Guillermo Nieto
President
National Association of the Cannabis Industry (ANICANN)
/
Expert Contributor

Cannabis Can Save the World

By Guillermo Nieto | Mon, 06/14/2021 - 12:52

Elon Musk is a name associated with technology and development, from Space-X and going to Mars to Tesla electric cars, everything he does feels like a step toward the future. Now, he’s asking for help to fight humanity’s biggest threat, climate change. Earlier this year, Musk offered US$100 million to anyone with a working solution to remove CO2 from the environment. The levels of CO2 in the atmosphere have reached never-before seen figures. Just last year, we reached a milestone in carbon dioxide emissions: 417 parts per million, the highest in history. This could be the opportunity to show the world just how much cannabis can benefit the world.

To organize this competition, called Carbon Removal, the Musk Foundation is working with XPRIZE, a nonprofit organization that designs and hosts public competitions aimed at encouraging technological development to benefit humanity. The US$100 million-dollar prize, the largest incentive in history, will be for the team who can develop a project to capture a carbon dioxide on the scale of thousands of tons per year. It must be sustainable, both economically and environmentally.

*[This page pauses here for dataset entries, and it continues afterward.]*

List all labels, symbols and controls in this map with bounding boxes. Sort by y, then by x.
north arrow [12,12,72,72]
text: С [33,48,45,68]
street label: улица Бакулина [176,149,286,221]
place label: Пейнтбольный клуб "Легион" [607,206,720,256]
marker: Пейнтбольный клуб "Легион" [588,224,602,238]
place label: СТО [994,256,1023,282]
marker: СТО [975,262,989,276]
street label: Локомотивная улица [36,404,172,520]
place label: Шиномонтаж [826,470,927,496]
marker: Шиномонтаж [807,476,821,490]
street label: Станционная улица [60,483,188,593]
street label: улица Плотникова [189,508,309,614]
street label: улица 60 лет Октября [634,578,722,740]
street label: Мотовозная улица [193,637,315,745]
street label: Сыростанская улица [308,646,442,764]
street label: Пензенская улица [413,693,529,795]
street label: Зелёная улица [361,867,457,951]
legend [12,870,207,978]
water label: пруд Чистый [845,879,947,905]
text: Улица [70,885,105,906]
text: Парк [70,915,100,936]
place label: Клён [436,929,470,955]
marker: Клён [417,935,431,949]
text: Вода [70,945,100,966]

The contest will last four years. In the first phase, teams must demonstrate the key component of their carbon removal solution at a scalable operational minimum. XPRIZE will award up to US$5 million to student teams in the fall of 2021 to fund participation in the XPRIZE Carbon Removal contest or the development of key supportive technologies. The goal is to fulfill the estimates of the International Panel on Climate Change (IPCC) in terms of carbon dioxide removal. The IPCC says we need approximately 10 gigatons (equivalent to 10 thousand million tons) of net CO2 removal per year by the year 2050 to keep global temperature rise under 1.5 or 2 degrees Celsius.

Industrial cannabis, better known as hemp, could be a great contender for the title. This plant has excellent carbon sequestration from seed to final product, it can absorb and fix CO2 in its tissues, and massive amounts of this gas can be transformed into plants. Each hectare of cannabis can absorb up to 30 tons of CO2 per cycle and can have three cycles per year. Also, each ton of cannabis produced will fix in its tissues 325kg of carbon dioxide. If the production is 10 tons of plant material per hectare, this means each hectare of cannabis could potentially consume 33 tons of CO2 three times a year – more than 90 tons per hectare/year.  

There are more than 25,000 industrial uses for hemp, from its fibers to its roots, but let’s focus on two examples that will set the bar for environmental benefit; hemp clothing and hemp paper. If we use cannabis as a substitute for wood to make paper and instead of cotton in fabrics, we could help stop climate change.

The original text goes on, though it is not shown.